__RECORDS FOR THE TASK__
::::

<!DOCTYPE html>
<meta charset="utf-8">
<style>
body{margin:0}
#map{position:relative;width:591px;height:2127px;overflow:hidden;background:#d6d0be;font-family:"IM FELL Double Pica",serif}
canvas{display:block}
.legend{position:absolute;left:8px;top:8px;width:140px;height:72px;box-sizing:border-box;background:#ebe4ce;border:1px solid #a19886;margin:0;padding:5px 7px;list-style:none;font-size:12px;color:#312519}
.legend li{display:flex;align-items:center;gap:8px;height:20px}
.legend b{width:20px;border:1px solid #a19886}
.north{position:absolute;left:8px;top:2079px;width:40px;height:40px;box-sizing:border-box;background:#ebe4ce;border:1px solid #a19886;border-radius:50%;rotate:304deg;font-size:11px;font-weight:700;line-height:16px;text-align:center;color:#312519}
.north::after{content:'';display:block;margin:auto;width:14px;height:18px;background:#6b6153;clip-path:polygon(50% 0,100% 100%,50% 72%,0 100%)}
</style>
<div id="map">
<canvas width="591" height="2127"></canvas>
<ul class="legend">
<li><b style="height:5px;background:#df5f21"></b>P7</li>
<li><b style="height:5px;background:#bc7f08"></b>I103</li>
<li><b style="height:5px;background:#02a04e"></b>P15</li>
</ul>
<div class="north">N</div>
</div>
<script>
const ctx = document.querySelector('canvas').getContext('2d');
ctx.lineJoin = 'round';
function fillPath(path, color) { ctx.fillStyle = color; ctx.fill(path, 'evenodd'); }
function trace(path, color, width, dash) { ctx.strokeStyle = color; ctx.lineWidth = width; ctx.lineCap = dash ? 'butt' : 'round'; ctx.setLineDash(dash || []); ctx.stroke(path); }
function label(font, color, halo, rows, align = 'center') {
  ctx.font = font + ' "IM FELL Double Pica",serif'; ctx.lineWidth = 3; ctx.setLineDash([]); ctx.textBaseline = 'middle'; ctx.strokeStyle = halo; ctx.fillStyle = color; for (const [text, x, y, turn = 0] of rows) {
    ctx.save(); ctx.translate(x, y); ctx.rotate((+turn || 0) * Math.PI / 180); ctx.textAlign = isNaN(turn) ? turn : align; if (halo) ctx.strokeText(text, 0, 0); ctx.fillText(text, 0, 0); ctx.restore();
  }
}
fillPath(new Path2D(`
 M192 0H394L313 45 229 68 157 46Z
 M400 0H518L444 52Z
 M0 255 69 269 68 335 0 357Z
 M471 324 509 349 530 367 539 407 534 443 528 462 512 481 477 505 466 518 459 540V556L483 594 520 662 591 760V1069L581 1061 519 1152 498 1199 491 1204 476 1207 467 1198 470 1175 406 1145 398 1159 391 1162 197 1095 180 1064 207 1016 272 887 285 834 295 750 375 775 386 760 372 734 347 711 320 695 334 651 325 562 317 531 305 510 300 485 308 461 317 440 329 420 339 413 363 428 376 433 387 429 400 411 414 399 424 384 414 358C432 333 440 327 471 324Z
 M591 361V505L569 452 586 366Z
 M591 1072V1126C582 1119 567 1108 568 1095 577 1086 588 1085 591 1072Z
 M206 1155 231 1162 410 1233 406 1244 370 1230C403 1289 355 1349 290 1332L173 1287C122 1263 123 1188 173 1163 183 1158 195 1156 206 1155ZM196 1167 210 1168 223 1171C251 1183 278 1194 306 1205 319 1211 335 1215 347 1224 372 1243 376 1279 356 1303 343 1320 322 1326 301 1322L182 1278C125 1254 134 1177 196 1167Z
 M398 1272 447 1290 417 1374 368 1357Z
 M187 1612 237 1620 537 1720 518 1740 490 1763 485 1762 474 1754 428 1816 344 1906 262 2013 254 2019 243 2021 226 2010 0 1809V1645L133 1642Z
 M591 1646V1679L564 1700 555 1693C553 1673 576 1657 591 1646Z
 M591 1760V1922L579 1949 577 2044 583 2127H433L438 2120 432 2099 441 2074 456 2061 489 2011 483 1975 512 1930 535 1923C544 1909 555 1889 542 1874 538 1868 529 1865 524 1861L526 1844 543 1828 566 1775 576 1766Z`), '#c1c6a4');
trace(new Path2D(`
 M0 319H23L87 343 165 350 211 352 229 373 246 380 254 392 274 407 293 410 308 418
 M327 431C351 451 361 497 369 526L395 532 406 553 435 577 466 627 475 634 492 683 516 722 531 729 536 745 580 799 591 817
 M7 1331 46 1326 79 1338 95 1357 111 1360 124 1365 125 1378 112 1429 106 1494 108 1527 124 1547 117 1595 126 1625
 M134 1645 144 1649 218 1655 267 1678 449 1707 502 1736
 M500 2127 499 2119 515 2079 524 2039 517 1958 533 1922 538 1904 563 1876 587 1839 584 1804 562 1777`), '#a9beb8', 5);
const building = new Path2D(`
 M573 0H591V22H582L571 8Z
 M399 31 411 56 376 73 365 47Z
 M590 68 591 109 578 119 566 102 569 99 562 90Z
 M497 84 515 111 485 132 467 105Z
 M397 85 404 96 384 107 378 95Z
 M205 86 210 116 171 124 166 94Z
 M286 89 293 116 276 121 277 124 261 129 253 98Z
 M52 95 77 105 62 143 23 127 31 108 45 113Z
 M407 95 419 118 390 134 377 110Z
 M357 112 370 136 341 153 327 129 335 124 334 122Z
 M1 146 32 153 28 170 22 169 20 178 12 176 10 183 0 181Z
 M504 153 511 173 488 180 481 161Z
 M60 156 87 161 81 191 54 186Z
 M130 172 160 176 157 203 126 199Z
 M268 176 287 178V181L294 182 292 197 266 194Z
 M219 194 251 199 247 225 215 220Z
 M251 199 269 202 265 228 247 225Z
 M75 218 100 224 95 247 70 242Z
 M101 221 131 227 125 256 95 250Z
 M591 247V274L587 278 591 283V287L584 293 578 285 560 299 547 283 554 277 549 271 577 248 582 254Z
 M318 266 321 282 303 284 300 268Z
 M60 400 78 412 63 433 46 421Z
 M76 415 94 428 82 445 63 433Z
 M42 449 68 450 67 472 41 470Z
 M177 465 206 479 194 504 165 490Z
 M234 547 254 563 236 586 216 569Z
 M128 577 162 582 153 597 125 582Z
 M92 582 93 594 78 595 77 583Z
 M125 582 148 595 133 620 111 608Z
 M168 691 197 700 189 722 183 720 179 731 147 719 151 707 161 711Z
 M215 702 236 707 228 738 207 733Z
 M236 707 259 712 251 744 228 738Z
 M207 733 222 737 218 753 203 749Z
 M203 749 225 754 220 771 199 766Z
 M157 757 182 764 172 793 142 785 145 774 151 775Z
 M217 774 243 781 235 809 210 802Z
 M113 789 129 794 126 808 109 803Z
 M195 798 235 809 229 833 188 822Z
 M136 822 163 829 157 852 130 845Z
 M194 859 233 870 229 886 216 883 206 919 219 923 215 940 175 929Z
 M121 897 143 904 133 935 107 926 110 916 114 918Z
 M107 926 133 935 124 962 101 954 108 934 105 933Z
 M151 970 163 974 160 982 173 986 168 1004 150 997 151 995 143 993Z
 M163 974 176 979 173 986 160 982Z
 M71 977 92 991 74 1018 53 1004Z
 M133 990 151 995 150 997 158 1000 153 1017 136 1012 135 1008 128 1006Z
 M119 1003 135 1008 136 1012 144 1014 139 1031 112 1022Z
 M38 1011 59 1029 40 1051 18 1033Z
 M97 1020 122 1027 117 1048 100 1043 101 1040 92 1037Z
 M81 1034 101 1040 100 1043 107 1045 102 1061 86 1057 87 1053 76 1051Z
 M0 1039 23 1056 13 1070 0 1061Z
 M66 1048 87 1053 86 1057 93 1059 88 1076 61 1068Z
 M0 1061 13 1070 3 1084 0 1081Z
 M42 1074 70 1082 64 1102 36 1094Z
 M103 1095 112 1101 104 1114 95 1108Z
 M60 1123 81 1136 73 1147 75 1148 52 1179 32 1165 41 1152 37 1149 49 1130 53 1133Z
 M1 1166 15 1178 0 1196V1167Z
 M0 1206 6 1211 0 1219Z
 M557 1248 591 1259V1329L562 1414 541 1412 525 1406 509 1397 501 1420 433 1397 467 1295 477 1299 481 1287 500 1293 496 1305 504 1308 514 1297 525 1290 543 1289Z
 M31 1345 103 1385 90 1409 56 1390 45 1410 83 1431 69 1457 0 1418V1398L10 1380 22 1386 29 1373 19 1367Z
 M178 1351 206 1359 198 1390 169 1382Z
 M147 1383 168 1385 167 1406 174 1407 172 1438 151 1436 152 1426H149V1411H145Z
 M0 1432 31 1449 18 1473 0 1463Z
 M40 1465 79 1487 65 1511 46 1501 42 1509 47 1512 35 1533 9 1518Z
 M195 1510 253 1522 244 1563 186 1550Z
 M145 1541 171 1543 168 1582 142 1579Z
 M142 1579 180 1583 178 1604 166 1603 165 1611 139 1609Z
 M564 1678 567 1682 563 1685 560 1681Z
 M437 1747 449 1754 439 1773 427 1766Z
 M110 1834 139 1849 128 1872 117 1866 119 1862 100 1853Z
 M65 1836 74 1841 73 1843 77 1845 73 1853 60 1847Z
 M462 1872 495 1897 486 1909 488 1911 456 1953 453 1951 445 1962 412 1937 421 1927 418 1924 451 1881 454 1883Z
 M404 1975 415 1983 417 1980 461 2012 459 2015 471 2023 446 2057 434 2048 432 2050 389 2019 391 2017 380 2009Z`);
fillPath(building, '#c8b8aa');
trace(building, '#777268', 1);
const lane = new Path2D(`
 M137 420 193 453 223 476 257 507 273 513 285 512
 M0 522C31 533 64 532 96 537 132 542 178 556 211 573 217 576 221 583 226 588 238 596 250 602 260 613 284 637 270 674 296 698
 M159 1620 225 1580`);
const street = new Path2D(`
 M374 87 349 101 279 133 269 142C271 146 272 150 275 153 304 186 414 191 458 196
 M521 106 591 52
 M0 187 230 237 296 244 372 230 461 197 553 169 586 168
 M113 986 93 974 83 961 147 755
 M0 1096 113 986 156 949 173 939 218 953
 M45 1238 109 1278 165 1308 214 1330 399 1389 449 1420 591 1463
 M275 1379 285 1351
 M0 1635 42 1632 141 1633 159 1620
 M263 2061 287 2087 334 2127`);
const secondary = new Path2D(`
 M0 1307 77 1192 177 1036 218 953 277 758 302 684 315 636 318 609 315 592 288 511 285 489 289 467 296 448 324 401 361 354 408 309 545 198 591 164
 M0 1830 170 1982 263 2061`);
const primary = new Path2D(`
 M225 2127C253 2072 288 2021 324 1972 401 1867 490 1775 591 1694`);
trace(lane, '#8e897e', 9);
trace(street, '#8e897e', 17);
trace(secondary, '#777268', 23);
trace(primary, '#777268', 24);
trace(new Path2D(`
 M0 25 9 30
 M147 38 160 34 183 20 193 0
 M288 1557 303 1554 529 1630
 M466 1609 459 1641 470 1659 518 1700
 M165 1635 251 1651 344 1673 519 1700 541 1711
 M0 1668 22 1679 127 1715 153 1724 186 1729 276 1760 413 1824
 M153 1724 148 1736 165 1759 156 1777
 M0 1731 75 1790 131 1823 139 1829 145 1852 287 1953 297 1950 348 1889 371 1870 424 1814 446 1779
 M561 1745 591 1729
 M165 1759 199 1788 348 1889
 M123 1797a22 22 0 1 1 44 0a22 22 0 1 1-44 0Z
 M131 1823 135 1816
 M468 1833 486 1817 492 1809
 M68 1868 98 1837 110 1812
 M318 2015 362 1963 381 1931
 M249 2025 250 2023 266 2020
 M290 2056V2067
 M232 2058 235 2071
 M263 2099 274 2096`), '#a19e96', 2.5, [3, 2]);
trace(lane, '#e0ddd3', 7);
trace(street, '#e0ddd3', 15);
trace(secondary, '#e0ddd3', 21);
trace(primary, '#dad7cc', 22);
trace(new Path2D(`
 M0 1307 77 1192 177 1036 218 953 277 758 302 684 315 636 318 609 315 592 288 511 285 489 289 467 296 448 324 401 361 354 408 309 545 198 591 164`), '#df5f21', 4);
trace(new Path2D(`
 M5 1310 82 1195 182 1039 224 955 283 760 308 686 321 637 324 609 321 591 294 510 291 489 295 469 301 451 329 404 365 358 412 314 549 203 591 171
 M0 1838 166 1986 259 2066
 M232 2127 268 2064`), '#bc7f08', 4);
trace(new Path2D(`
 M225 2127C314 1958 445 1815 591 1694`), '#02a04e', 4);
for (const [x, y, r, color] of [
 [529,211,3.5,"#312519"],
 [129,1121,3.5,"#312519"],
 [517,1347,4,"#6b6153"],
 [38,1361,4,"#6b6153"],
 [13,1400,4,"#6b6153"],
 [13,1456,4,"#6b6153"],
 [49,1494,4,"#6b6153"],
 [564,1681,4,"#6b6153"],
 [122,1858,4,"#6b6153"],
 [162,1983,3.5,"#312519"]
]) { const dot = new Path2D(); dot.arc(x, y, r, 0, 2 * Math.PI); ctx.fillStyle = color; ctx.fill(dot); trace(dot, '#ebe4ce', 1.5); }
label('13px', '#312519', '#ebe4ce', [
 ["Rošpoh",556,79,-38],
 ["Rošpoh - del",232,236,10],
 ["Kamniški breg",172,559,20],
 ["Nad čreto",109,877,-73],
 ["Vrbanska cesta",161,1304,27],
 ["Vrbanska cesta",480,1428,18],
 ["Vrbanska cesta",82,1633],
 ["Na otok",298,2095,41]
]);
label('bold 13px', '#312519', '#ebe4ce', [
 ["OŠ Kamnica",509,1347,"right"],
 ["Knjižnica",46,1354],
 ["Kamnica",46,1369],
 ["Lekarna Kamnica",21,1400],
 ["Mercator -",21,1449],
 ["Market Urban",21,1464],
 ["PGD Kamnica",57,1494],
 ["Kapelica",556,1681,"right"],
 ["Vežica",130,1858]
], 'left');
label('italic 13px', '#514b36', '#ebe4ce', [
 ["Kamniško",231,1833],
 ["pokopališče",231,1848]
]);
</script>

::::

__WORK TO COMPLETE__
How many lines of the data above include the word "halo"? Only that number should be returned.

__COMPLETED EXERCISE__
3